La CAQ ne freine pas le chantier d’Hydro à Saint-Adolphe-d’Howard

Le lac Saint-Joseph
Photo: Municipalité de Saint-Adolphe-d’Howard Le lac Saint-Joseph

La promesse de la Coalition avenir Québec d’interrompre la construction de la ligne d’Hydro-Québec à Saint-Adolphe-d’Howard ne semble pas en voie de se réaliser. Au terme d’une rencontre récente avec des représentants du gouvernement, Hydro-Québec n’a reçu aucune instruction en ce sens.

Cette semaine, le responsable du chantierchez Hydro-Québec, Nicolas Tremblay, a dit qu’il avait eu des discussions avec le nouveau gouvernement mais qu’on ne lui avait pas demandé de suspendre le projet.

« Il y a eu des échanges depuis l’élection, mais pas de changement sur l’orientation du projet », a-t-il dit.

Pourtant, durant la campagne, la candidate de la CAQ Agnès Grondin, aujourd’hui députée, avait déclaré lors d’un débat qu’un gouvernement de la CAQ demanderait « la suspension des travaux de la ligne à Saint-Adolphe dès son élection ».

Selon nos informations, un conseiller économique de François Legault, Carl Renaud, s’est rendu sur le site le 19 octobre en compagnie de représentants d’Hydro-Québec. Quant à la députée Grondin, elle s’y est rendue au moins à deux reprises.

Grogne locale

Le projet hydroélectrique de 100 millions de dollars s’étire sur 42 kilomètres. Il vise à répondre à la demande croissante en électricité dans les Laurentides. Ces dernières années, des citoyens et les élus ont réclamé haut et fort que l’emplacement de la ligne à haute tension soit revu et qu’on enfouisseles fils.

Le gouvernement libéral a toutefois fait la sourde oreille à toutes leurs demandes et le projet est allé de l’avant.

Or voilà que, cet été, la grogne locale a monté d’un cran quand les travaux menés dans des zones plus escarpées du parcours ont entraîné de l’érosion. Lors d’au moins six fortes pluies, des coulées de boue se sont déversées dans les lacs du secteur.

« C’est un saccage royal », résume le préfet de la MRC des Pays-d’en-Haut, André Genest. « On est dans les boues. Il faut rapidement qu’ils mettent en place des moyens pour éviter qu’au printemps, tout descende dans les cours d’eau. »

« Ils n’auraient pas pu faire pire, ajoute-t-il. Je n’ai pas senti que l’environnement était une priorité pour la CAQ et là, ils auraient une très belle occasion de montrer que l’environnement est très important pour eux. »
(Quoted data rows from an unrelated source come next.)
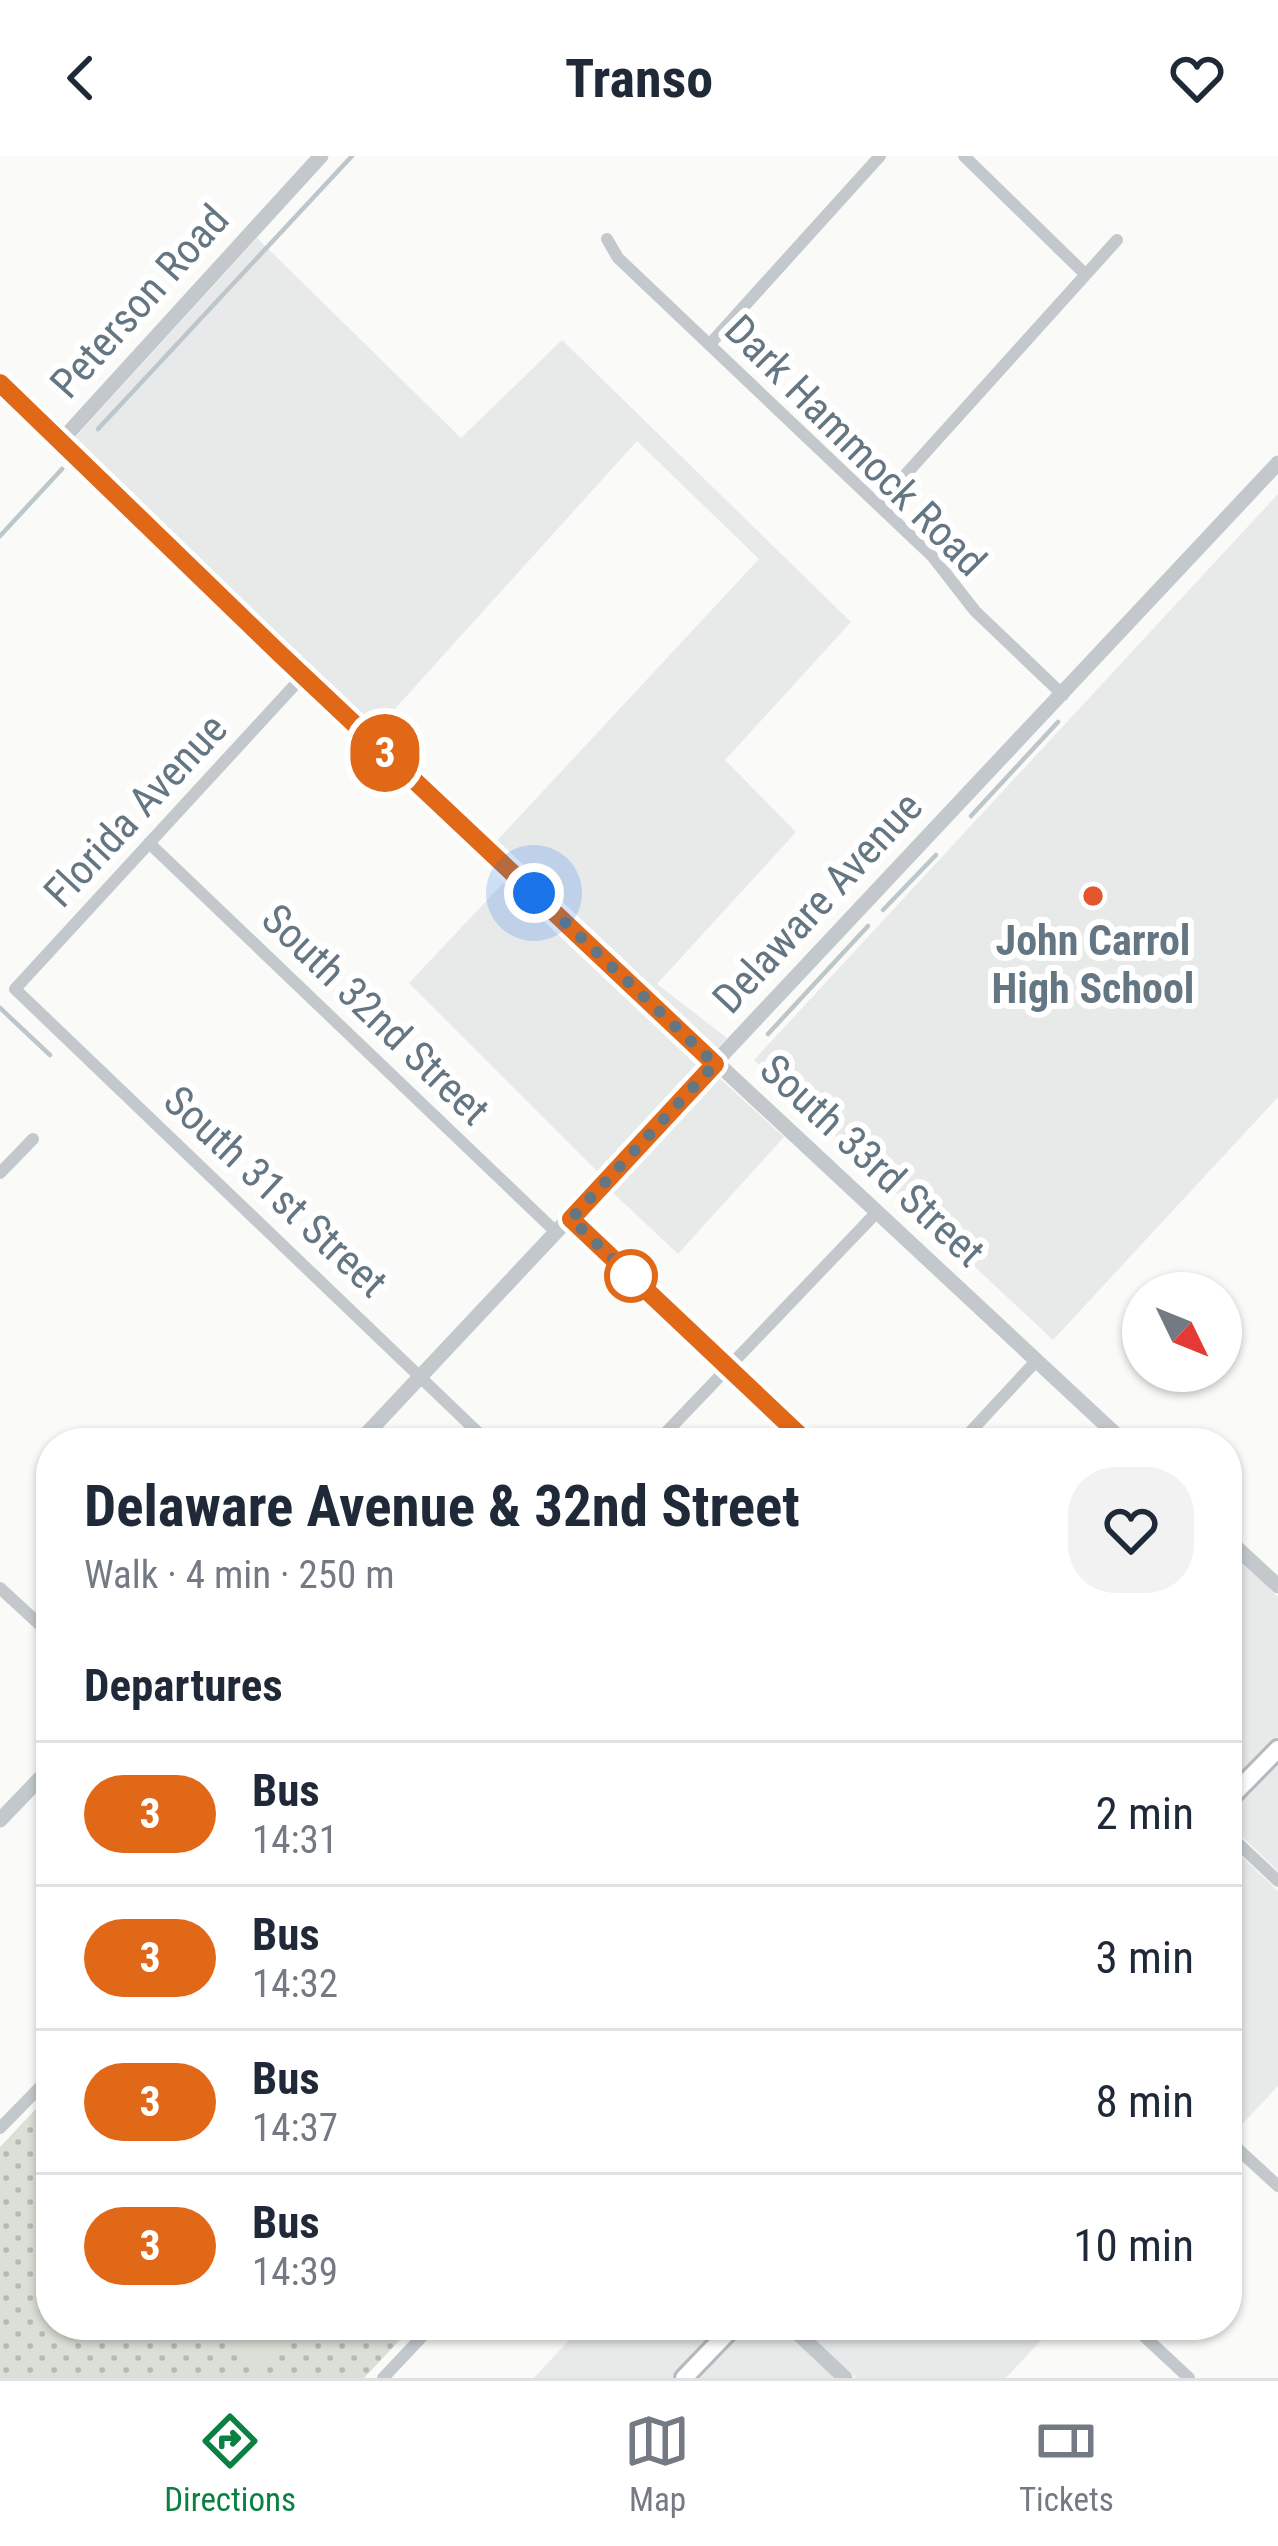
<!DOCTYPE html>
<html lang="en">
<head>
<meta charset="utf-8">
<style>
	body { margin:0; font-family:"Roboto Condensed",sans-serif; background:#f2f2f3; color:#1f2937; height:100vh; display:flex; flex-direction:column; font-size:45px; white-space:nowrap }
	* { box-sizing:border-box; margin:0 }
	p { font-size:39px; color:#747a83 }
	.icon { flex:none; width:66px; height:66px; fill:none; stroke:currentColor; stroke-width:2; stroke-linecap:round; stroke-linejoin:round }
	.map { position:relative; flex:1; overflow:hidden }
	.details { position:absolute; left:36px; top:1272px; width:1206px; height:912px; display:flex; flex-direction:column; background:#fff; border-radius:48px; box-shadow:0 3px 9px #0004 }
	.details>* { flex:none }
	.badge { padding:0 24px; border-radius:39px; font-size:42px; line-height:78px }
	.needle { width:78px; rotate:133deg }
	.tools { position:absolute; left:1122px; top:1116px; display:grid; gap:24px }
	.tools a { display:grid; place-items:center; width:120px; height:120px; border-radius:50%; background:#fff; box-shadow:0 3px 9px #0004; font-size:60px }
	.you { position:absolute; width:60px; height:60px; margin:-30px; border:9px solid #fff; border-radius:50%; background:#1a73e8; box-shadow:0 0 0 18px #1a73e833 }
	.map>.badge { position:absolute; translate:-50% -50%; box-shadow:0 0 0 6px #fff }
	h2 { padding:0 48px; font-size:45px; line-height:108px }
	.round { display:grid; place-items:center; flex:none; width:126px; height:126px; border-radius:48px; background:#f2f2f3 }
	.head { display:flex; align-items:center; justify-content:space-between; height:204px; padding:0 48px }
	h1 { font-size:57px; font-weight:700; line-height:90px }
	ul { padding:0; list-style:none }
	li { display:flex; align-items:center; gap:36px; height:144px; padding:0 48px; border-top:3px solid #e0e1e3 }
	li div { flex:1 }
	li b { display:block; font-size:45px }
	li em { font-style:normal }
	li .badge { min-width:132px; font-weight:700; text-align:center }
	header { display:flex; justify-content:space-between; align-items:center; height:156px; padding:0 48px; background:#fff; font-size:54px; font-weight:700 }
	.tabs { display:flex; justify-content:space-around; align-items:center; height:168px; border-top:3px solid #e0e1e3; background:#fff; font-size:33px; color:#747a83 }
	.tabs a { display:grid; justify-items:center; gap:6px }
	.tabs .active { color:#0b8043 }
	.map>svg:first-child { display:block }
	.built { fill:#e8e9e9 }
	.park { fill:url(#park-dots) }
	.pitch { fill:#dadfd7 }
	.lines { fill:none; stroke-linecap:round; stroke-linejoin:round }
	.stream { stroke:#bbc7cb; stroke-width:4.5 }
	.secondary-casing { stroke:#b3babf; stroke-width:22 }
	.minor { stroke:#c3c8cc; stroke-width:12 }
	.tertiary { stroke:#c3c8cc; stroke-width:15 }
	.secondary { stroke:#fff; stroke-width:16 }
	.line-casing { stroke:#fff; stroke-width:27 }
	.line { stroke:#e06816; stroke-width:18 }
	.walk { stroke:#657683; stroke-width:12; stroke-dasharray:0 21.6 }
	.poi-dot { fill:#e4572e; stroke:#fff; stroke-width:4.5 }
	.stop-dot { fill:#fff; stroke:#e06816; stroke-width:6 }
	.labels { text-anchor:middle; stroke-width:12; stroke-linejoin:round; paint-order:stroke }
	.street-label { font-size:42px; fill:#657683; stroke:#fff }
	.poi-label { font-size:42px; font-weight:bold; fill:#657683; stroke:#fff }
</style>
</head>
<body>
<header><svg class="icon" aria-label="back" viewBox="0 0 24 24"><path d="M15 5l-7 7 7 7"/></svg>Transo<svg class="icon" aria-label="heart" viewBox="0 0 24 24"><path d="M12 20l-8-8c-3-5 5-10 8-4 3-6 11-1 8 4z"/></svg></header>
<div class="map">
<svg width="1278" height="2222" viewBox="0 0 1278 2222">
	<defs>
		<pattern id="park-dots" width="8" height="8" patternUnits="userSpaceOnUse" patternTransform="scale(3)"><rect width="8" height="8" fill="#dadfd7"/><path d="M2 2h.1M6 6h.1" fill="none" stroke="#b4b9b4" stroke-width="1.8" stroke-linecap="round"/></pattern>
	</defs>
	<rect width="100%" height="100%" fill="#fafaf8"/>
	<path class="built" d="M257,82L461,282L562,184L851,466L725,604L796,676L657,828L727,882L714,896L493,689L759,403L637,285L374,576L71,286Z
		M1278,338V941L1053,1184L754,904Z
		M507,723L703,907L600,1018L409,827Z
		M716,919L784,981L678,1098L609,1033Z
		M1227,1393L1278,1441V1581L1227,1633Z
		M1278,1605V1715L1227,1666V1657Z
		M1227,1687L1278,1735V1930L1233,1978L1227,1972Z
		M583,2169H723L672,2222H534Z
		M746,2169H778L834,2222H696Z
		M800,2169H1055L1006,2222H856Z"/>
	<path class="park" d="M51,1937V2169H414L364,2222H0V1991Z"/>
	<path class="pitch" d="M205,2169H286L270,2198L253,2215Z"/>
	<g class="lines">
		<path class="stream" d="M98,273L352,0
			M0,380L62,313
			M971,660L1058,566
			M883,754L936,699
			M0,852L50,899
			M768,878L868,770"/>
		<defs>
			<path id="secondary" d="M1227,1645L1278,1593
				M684,2222L735,2169"/>
		</defs>
		<use href="#secondary" class="secondary-casing"/>
		<path class="minor" d="M964,0L1084,117
			M607,83L618,102L933,401L975,455L1063,539
			M710,188L880,0
			M879,348L1117,84
			M303,520L15,833L489,1287
			M149,687L557,1077
			M0,1017L33,983
			M571,1063L808,1287
			M656,1287L877,1056
			M960,1287L1037,1204
			M0,1432L51,1479
			M1227,1677L1278,1725
			M0,1972L51,1920
			M1227,1983L1278,2030
			M1132,2169L1189,2222
			M383,2222L433,2169"/>
		<path class="tertiary" d="M0,227L452,660L1125,1287
			M60,286L321,0
			M358,1287L1278,307
			M1227,1383L1278,1430
			M0,1664L51,1611
			M789,2169L845,2222"/>
		<use href="#secondary" class="secondary"/>
	</g>
	<g class="lines">
		<defs>
			<path id="line" d="M0,227L278,496L715,908L571,1063L808,1287"/>
		</defs>
		<use href="#line" class="line-casing"/>
		<use href="#line" class="line"/>
		<path class="walk" d="M534,737L715,908L571,1063L631,1120"/>
	</g>
	<circle class="poi-dot" cx="1093" cy="740" r="12"/>
	<circle class="stop-dot" cx="631" cy="1120" r="24"/>
	<g class="labels">
		<g class="street-label">
			<text transform="translate(139 145) rotate(-48)" y="15">Peterson Road</text>
			<text transform="translate(856 289) rotate(45)" y="15">Dark Hammock Road</text>
			<text transform="translate(135 654) rotate(-47)" y="15">Florida Avenue</text>
			<text transform="translate(817 746) rotate(-47)" y="15">Delaware Avenue</text>
			<text transform="translate(376 858) rotate(44)" y="15">South 32nd Street</text>
			<text transform="translate(873 1004) rotate(43)" y="15">South 33rd Street</text>
			<text transform="translate(276 1035) rotate(43)" y="15">South 31st Street</text>
		</g>
		<g class="poi-label">
			<text x="1093" y="799">John Carrol<tspan x="1093" dy="48">High School</tspan></text>
		</g>
	</g>
</svg>
<div class="tools">
<a><svg class="needle" viewBox="-14 -14 28 28"><path d="M0-13l5 13h-10z" fill="#e53935"/><path d="M0 13l5-13h-10z" fill="#747a83"/></svg></a>
</div>
<div class="you" style="left:534px;top:737px"></div>
<b class="badge" style="left:385px;top:597px;background:#e06816;color:#fff">3</b>
<section class="details">
<div class="head"><div><h1>Delaware Avenue &amp; 32nd Street</h1><p>Walk · 4 min · 250 m</p></div><a class="round"><svg class="icon" aria-label="heart" viewBox="0 0 24 24"><path d="M12 20l-8-8c-3-5 5-10 8-4 3-6 11-1 8 4z"/></svg></a></div>
<h2>Departures</h2>
<ul>
<li><span class="badge" style="background:#e06816;color:#fff">3</span><div><b>Bus</b><p>14:31</p></div><em>2 min</em></li>
<li><span class="badge" style="background:#e06816;color:#fff">3</span><div><b>Bus</b><p>14:32</p></div><em>3 min</em></li>
<li><span class="badge" style="background:#e06816;color:#fff">3</span><div><b>Bus</b><p>14:37</p></div><em>8 min</em></li>
<li><span class="badge" style="background:#e06816;color:#fff">3</span><div><b>Bus</b><p>14:39</p></div><em>10 min</em></li>
</ul>
</section>
</div>
<nav class="tabs">
<a class="active"><svg class="icon" aria-label="directions" viewBox="0 0 24 24"><path d="M12 3l9 9-9 9-9-9zM9 14v-3h6M13 9l2 2-2 2"/></svg>Directions</a>
<a><svg class="icon" aria-label="map" viewBox="0 0 24 24"><path d="M3 6l6-2 6 2 6-2v14l-6 2-6-2-6 2zM9 4v14M15 6v14"/></svg>Map</a>
<a><svg class="icon" aria-label="tickets" viewBox="0 0 24 24"><path d="M3 7h18v10H3zM15 7v10"/></svg>Tickets</a>
</nav>
</body>
</html>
Au-delà de la remise en cause de l’emplacement, la porte-parole du groupe citoyen qui suit le dossier (le Comité aviseur de Saint-Adolphe-d’Howard), Sarah Perreault, réclame que le gouvernement agisse rapidement pour limiter les dommages. « Comment se fait-il que le gouvernement ne réagisse pas plus et n’impose pas un arrêt immédiat des travaux ? »

Silence de la ministre

À Hydro-Québec, on reconnaît que le chantier a posé des « défis » cet été, mais on dit avoir fait le maximum pour réparer les pots cassés.

« Depuis le début de l’été, on a déployé énormément d’énergie à mettre en place des mesures de mitigation », a expliqué le porte-parole d’HQ, Maxence Huard Lefebvre, cette semaine. L’équipe, dit-il, a ajouté des barrières à sédiments, creusé des bassins de sédimentation, planté des graines pour que la végétation stabilise le sol et freine l’érosion.

Quant aux inquiétudes concernant le printemps, il affirme que l’équipe a « redoublé d’efforts » mais « qu’il n’est pas impossible qu’il y ait de l’érosion », en raison de la « force de la pente » et du « type de sol ».

Interrogée à ce propos cette semaine, la députée qui avait promis de suspendre le projet a insisté sur le problème des boues.

« C’est sûr que c’est très préoccupant, a-t-elle dit. Est-ce que la mise en place de mesures d’atténuation va passer le printemps prochain ? C’est la grande question. Mon rôle est un peu de sensibiliser les ministres à ce niveau-là. »

Quant à la nouvelle ministre de l’Environnement, MarieChantal Chassé, elle n’était pas au fait du dossier lorsqu’on l’a questionnée mardi. « Je n’ai pas encore approfondi tous mes dossiers, bien sûr. J’entends votre question et je vais vous revenir. »

Depuis, son équipe n’a pas répondu à nos demandes de précisions.